Control of an Architectural Cable Net Geometry

TL;DR

This paper presents a novel feedback control method for precisely shaping cable net structures used as flexible formwork in constructing doubly curved concrete shells, ensuring high accuracy despite fabrication uncertainties.

Contribution

It introduces a new control algorithm based on Sequential Quadratic Programming for cable net formwork, with proven convergence and practical sparse input computation.

Findings

Control algorithm guarantees feasibility at each step

Experimental results show high control accuracy

Extension for sparse inputs enhances practicality

Abstract

Doubly curved thin concrete shells are very efficient building structures, suitable for light-weight construction because of their high structural stability.
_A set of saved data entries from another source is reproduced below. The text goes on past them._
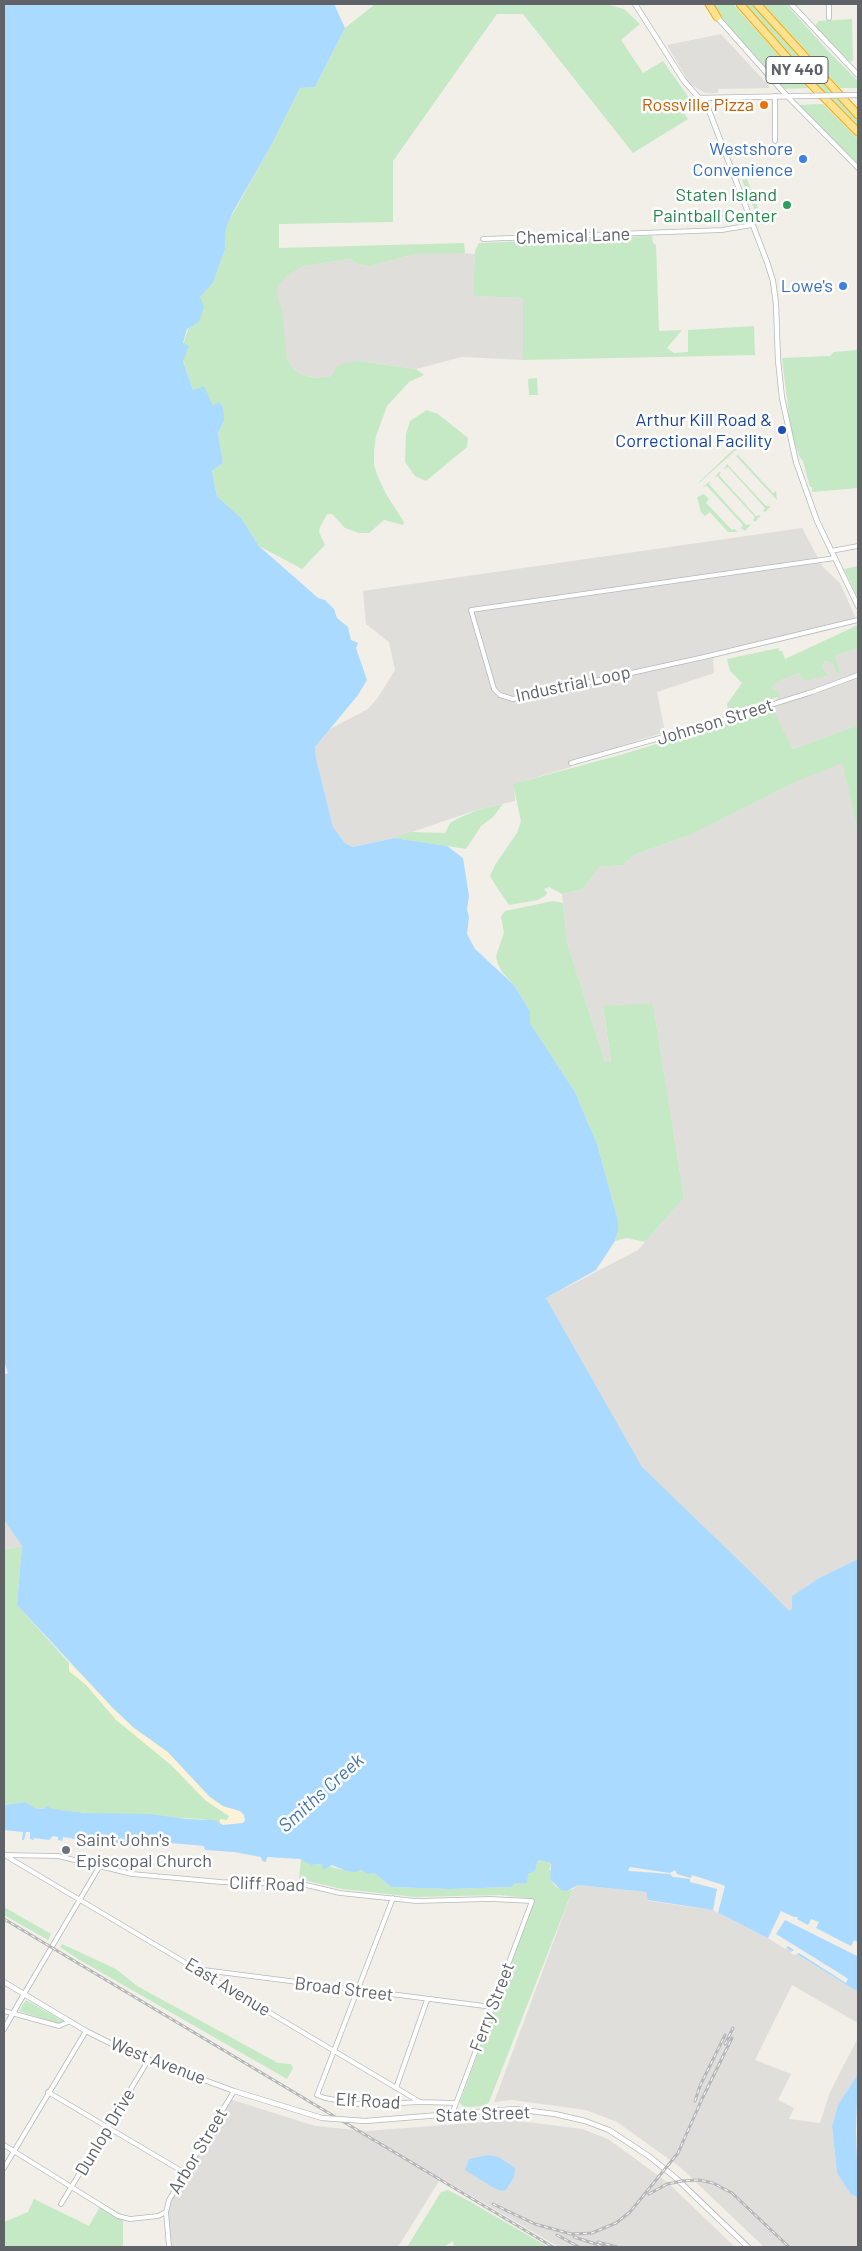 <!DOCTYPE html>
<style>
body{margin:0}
#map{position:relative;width:862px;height:2251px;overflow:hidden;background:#f1efe8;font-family:Barlow,sans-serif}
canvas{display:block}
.frame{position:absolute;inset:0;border:5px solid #5f6368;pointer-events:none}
</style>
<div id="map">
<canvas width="862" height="2251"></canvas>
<div class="frame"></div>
</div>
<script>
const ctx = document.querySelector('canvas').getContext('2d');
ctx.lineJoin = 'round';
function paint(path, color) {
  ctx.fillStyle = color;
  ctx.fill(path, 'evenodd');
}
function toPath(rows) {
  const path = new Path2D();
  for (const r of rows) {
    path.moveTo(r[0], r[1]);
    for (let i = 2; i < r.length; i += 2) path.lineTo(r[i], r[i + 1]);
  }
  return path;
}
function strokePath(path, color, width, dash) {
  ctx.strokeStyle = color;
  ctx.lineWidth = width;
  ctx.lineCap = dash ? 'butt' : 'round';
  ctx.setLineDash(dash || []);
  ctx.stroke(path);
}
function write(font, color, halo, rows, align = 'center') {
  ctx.font = font + ' Barlow,sans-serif';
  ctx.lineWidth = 5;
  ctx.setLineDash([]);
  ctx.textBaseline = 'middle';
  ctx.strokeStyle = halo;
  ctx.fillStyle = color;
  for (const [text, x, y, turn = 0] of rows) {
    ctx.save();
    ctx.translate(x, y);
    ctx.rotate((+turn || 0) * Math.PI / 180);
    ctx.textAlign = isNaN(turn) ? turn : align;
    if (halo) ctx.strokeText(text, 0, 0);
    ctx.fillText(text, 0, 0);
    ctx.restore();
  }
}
paint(toPath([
 [721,34,769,86,769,88,718,89,718,93,705,93,690,84,667,45],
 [450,252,475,254,473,296,523,298,523,360,462,357,416,369,358,361,331,376,317,378,302,375,294,369,287,359,275,293,278,285,287,276,304,266,350,259,358,264,370,266,415,254],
 [802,528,823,567,840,583,858,623,713,658,714,673,657,692,665,732,570,762,571,767,514,784,515,801,480,809,394,838,353,847,345,843,333,827,316,758,315,747,330,729,368,709,379,696,395,670,389,642,366,624,363,591],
 [858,648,858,725,793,749,773,709,779,693,771,687,777,682,799,673,829,674,822,667,825,661,832,663,837,673,839,673,835,656],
 [842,762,858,832,858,1559,819,1578,792,1596,792,1609,789,1612,757,1578,642,1468,546,1298,638,1250,684,1198,653,1003,603,1007,611,1062,605,1062,567,942,562,894,583,889,599,867,622,865,636,854,690,835,793,783],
 [4,1520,22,1546,4,1550],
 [578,1885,646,1892,649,1901,713,1910,787,1948,858,1992,858,2023,792,1985,755,2060,791,2074,778,2100,794,2108,789,2119,820,2123,830,2092,858,2038,858,2074,838,2105,832,2126,837,2173,854,2197,858,2199,858,2247,764,2247,680,2167,617,2122,586,2110,512,2100,494,2102,573,1889],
 [230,2099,315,2126,367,2131,511,2120,582,2129,608,2139,667,2182,735,2247,559,2247,441,2178,398,2247,168,2247,164,2211,171,2191]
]), '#e0deda');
paint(toPath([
 [605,4,624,9,640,24,621,40,643,73,663,61,694,105,684,113,688,119,633,153,523,14,497,14,393,161,393,222,279,224,279,248,464,243,465,253,415,254,370,266,358,264,350,259,304,266,287,276,279,285,276,293,282,310,287,359,294,369,302,375,317,378,331,376,338,365,358,361,416,369,424,375,409,382,387,406,376,436,374,450,374,465,378,477,386,494,404,522,403,525,384,520,369,533,359,533,345,528,332,514,327,514,320,527,319,532,325,545,302,569,259,546,241,518,217,496,212,471,223,463,218,433,224,421,224,412,222,405,213,407,193,390,183,360,183,344,200,297,213,283,225,249,226,228,230,219,272,144,300,88,315,87,345,28,374,5],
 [712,4,733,4,808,88,783,89,717,13],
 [744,4,753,4,825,85,858,118,858,125,797,65],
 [763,4,786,4,829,52,858,81,858,88,840,88],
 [852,19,853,58,852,62,849,61,816,27,816,24,819,21],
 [823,104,858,139,858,164,799,105],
 [747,179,759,211,765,217,764,222,761,225,742,180],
 [652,236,653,243,656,245,659,331,682,330,667,348,674,353,688,352,688,330,754,326,755,355,523,360,523,298,473,296,475,251,479,243],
 [858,350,858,488,812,492,812,487,810,487,803,461,799,456,791,432,782,358,830,356,834,352],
 [537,378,538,395,529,395,528,379],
 [427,410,438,414,468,438,467,447,426,481,415,476,405,462,406,434,410,421],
 [735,448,737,449,699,483,699,482],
 [738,455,773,493,776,491,777,500,736,456],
 [727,464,766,506,771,506,765,512,763,511,765,508,728,467,724,469],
 [719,472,721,472,719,475,756,516,761,515,755,522,753,520,755,517,717,476,714,478],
 [710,481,709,484,731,509,746,525,751,524,745,531,741,528,743,525,707,486,703,487],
 [704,494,709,499,706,503,732,530,735,529,738,532,728,532,710,512,705,516,701,512,697,497],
 [858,566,858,598,844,569],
 [858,625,858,648,835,656,840,673,837,674,832,663,825,661,822,667,829,675,804,681,799,673,777,682,771,687,780,693,778,697,728,712,727,704,742,683,730,671,727,659,779,648,779,651,782,651,785,659],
 [773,709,793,749,858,725,858,832,842,763,793,783,690,835,636,854,622,865,599,867,583,889,562,894,549,887,544,889,547,893,545,896,538,900,509,905,496,886,490,876,495,865,517,833,521,821,513,784,620,755],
 [503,804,493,817,481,826,466,849,394,838,410,832,445,833,450,823,459,818,480,809],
 [553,901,563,903,567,942,605,1062,611,1061,603,1006,653,1003,684,1198,645,1242,627,1238,615,1241,618,1231,618,1220,597,1144,575,1092,530,1023,530,1011,514,985,502,972,498,964,496,956,504,933,501,916,505,911],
 [22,1546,17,1605,69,1663,240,1811,225,1825,203,1819,157,1817,149,1814,100,1814,35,1808,25,1802,4,1805,4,1550],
 [301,1859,311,1865,322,1864,342,1870,358,1871,361,1870,367,1873,374,1873,391,1887,449,1889,512,1887,514,1884,526,1883,528,1874,535,1871,538,1860,551,1863,549,1870,551,1871,550,1879,556,1887,567,1891,573,1889,489,2102,485,2106,467,2107,462,2106,460,2102,535,1899,500,1895,415,1897,342,1889,299,1879],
 [4,1907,51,1934,48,1940,4,1915],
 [62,1944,116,1969,137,1986,278,2063,291,2064,293,2068,287,2079,78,1959,60,1947],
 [26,2000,63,2021,63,2023,56,2023,19,2011],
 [448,2190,469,2201,548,2247,454,2247,453,2241,444,2247,407,2247,441,2192],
 [34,2199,89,2226,102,2203,123,2215,123,2247,4,2247,4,2222,28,2212]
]), '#c5e8c5');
paint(toPath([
 [69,1663,88,1680,112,1707,133,1727,168,1752,209,1796,223,1806,240,1811,245,1818,243,1823,223,1825,220,1823,220,1819,227,1820,229,1816,206,1801,171,1765,116,1720,86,1685,69,1671]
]), '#fbf3d9');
paint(toPath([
 [4,4,334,4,345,28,315,87,300,88,272,144,233,212,226,228,225,249,213,283,200,297,204,307,199,322,187,329,183,343,189,346,183,361,193,390,204,386,213,406,218,402,222,405,224,412,224,421,218,433,223,463,212,471,217,496,241,518,259,546,318,598,325,600,334,609,337,618,348,627,351,640,358,643,356,648,367,680,358,695,315,747,316,758,333,827,345,843,353,847,394,838,447,846,463,858,469,896,467,909,469,917,467,934,475,949,514,985,530,1011,530,1023,575,1092,597,1144,618,1220,618,1231,615,1241,596,1270,546,1298,642,1467,757,1578,789,1611,792,1609,792,1596,819,1578,858,1559,858,1992,787,1948,713,1910,648,1900,646,1892,578,1885,567,1891,561,1890,550,1879,551,1863,538,1860,535,1871,528,1874,527,1883,514,1884,512,1887,449,1889,391,1887,374,1873,368,1874,361,1870,355,1872,346,1871,332,1865,323,1870,322,1864,311,1865,300,1859,267,1857,266,1862,262,1861,261,1857,234,1852,205,1850,204,1846,149,1841,147,1846,132,1844,130,1847,128,1844,78,1842,78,1840,70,1838,63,1837,62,1841,58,1840,58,1837,53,1836,49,1840,34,1838,34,1840,30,1839,30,1832,26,1832,24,1840,22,1840,23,1832,4,1830,4,1805,25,1802,35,1808,43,1809,47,1806,52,1809,86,1813,149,1814,186,1819,214,1820,223,1825,243,1823,245,1821,244,1815,240,1811,223,1806,209,1796,168,1752,133,1727,112,1707,17,1605,22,1546,4,1520,4,1375,8,1373,4,1361],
 [858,2074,856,2129,858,2199,850,2193,837,2173,832,2126,838,2105],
 [488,2155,499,2157,515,2168,514,2177,506,2190,502,2191,494,2188,465,2170,469,2159]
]), '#aadaff');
paint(toPath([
 [630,1867,670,1873,675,1870,677,1874,691,1878,692,1875,723,1885,725,1886,718,1913,713,1910,717,1889,690,1882,690,1879,673,1877,670,1874,630,1871,628,1870],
 [781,1911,794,1917,798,1917,797,1919,808,1925,811,1919,819,1922,816,1928,851,1946,854,1940,858,1942,857,1956,785,1920,776,1934,844,1976,848,1979,846,1983,799,1953,794,1955,790,1953,794,1950,788,1946,785,1949,768,1938]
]), '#f1efe8');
const minor = toPath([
 [829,4,829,18],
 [775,96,775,141],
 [787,96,858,168],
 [483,239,722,230,752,225],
 [831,551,858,546],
 [835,558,471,610,494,689,500,695,513,699,704,657,858,620],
 [571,763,706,725,812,692,858,675],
 [4,1855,58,1856,132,1874,221,1882,302,1884,340,1893,416,1901,490,1899,532,1901,452,2114],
 [6,1856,420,2102,456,2103],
 [393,1898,317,2095,325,2098,364,2105,420,2102],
 [204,1970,492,2007],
 [24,1994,99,1867],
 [4,2011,59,2026,70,2021],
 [396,2088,427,2000],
 [48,2092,185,2173],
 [4,2145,118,2216,130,2219,158,2216,166,2212,169,2200,234,2091],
 [4,2168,86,2031],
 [61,2204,149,2059],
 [166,2212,169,2247]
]);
const tertiary = toPath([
 [635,4,684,81,708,108,767,262,773,281,776,304,778,360,782,398,796,462,817,521,858,606],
 [791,4,858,75],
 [717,17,787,96],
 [700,98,801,96],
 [4,1982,86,2031,128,2052,234,2091,322,2118],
 [4,2029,24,1994],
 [365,2121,515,2109,555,2114,585,2121,609,2130,650,2157,677,2179,748,2247]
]);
const motorway = toPath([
 [709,4,717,17],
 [740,4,804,77,858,132],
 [757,4,858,115]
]);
strokePath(minor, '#b5b8bc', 5.5);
strokePath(tertiary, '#b5b8bc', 6);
strokePath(motorway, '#f9ab00', 9);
strokePath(minor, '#fff', 4);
strokePath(tertiary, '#fff', 4.5);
strokePath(motorway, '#fde293', 7);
const rail = toPath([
 [4,1919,553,2247],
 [725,2044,733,2028],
 [695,2101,700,2086,725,2035],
 [649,2194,667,2184,682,2181,699,2180,713,2183,732,2193,789,2247],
 [493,2204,535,2224,571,2234,592,2233,616,2223,630,2212,678,2153,702,2099,732,2038],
 [557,2235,579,2247],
 [574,2237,605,2247],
 [598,2242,617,2247]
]);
strokePath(rail, '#b6b7b8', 3);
strokePath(rail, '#fff', 1, [4]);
const tertiaryBridge = toPath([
 [801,96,858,95],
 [322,2118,365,2121]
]);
strokePath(tertiaryBridge, '#b5b8bc', 6, []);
strokePath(tertiaryBridge, '#fff', 4.5);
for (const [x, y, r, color] of [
 [764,105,5,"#e8710a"],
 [803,159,5,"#3f7fe0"],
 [787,205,5,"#2e9e5b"],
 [843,286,5,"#3f7fe0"],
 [782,430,5,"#1a4fb4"],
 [66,1850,5,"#6b7280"]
]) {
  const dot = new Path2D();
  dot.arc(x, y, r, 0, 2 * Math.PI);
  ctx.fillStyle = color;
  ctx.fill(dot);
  strokePath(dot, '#fff', 2);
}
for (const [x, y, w] of [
 [797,70,62]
]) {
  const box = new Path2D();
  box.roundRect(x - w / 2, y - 13.5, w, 27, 4);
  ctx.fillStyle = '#fff';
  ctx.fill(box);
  strokePath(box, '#5f6368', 1);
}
write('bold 16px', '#5f6368', null, [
 ["NY 440",797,70]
]);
write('18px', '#c56008', '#fff', [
 ["Rossville Pizza",754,105]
], 'right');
write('18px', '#366cbe', '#fff', [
 ["Westshore",793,149],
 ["Convenience",793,170],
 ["Lowe's",833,286]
], 'right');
write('18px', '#27864d', '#fff', [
 ["Staten Island",777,195],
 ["Paintball Center",777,216]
], 'right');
write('18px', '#5f6368', '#fff', [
 ["Chemical Lane",573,236,-2],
 ["Industrial Loop",573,684,-12],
 ["Johnson Street",715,722,-17],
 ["Cliff Road",267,1884,2],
 ["East Avenue",228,1987,31],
 ["Broad Street",344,1989,7],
 ["Ferry Street",492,2007,-69],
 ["West Avenue",158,2061,21],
 ["Elf Road",368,2101,3],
 ["State Street",483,2114,-2],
 ["Dunlop Drive",105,2132,-59],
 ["Arbor Street",198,2151,-59]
]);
write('18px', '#164399', '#fff', [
 ["Arthur Kill Road &",772,420],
 ["Correctional Facility",772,441]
], 'right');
write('18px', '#5b616d', '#fff', [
 ["Saint John's",76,1840],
 ["Episcopal Church",76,1861]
], 'left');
write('italic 19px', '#4174aa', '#fff', [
 ["Smiths Creek",321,1793,-42]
]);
</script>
In the process of constructing such shells, an efficient innovative flexible formwork that is based on a cable network can be used instead of the costly conventional timber formwork. To guarantee the structural properties of such a shell, the desired form, that is designed and optimized in advance, needs to be precisely achieved. The sensitivity of the flexible cable net formwork to fabrication tolerances and uncertainties makes high accuracy challenging. We propose a new construction method where the form of the cable net structure is measured and controlled in a feedback loop during its construction. Two models based on a force and on an energy approach are reviewed and their equivalence is shown. An efficient control algorithm, which is based on a variant of Sequential Quadratic Programming, and which guarantees feasibility at every iteration, is derived. Based on mild assumptions on the cable net, global convergence to a stationary point is shown. For practical applicability, an extension of the control algorithm for computing sparse input vectors is given. Experimental results on a cable net formwork prototype for a shell roof structure are presented to demonstrate the control performance.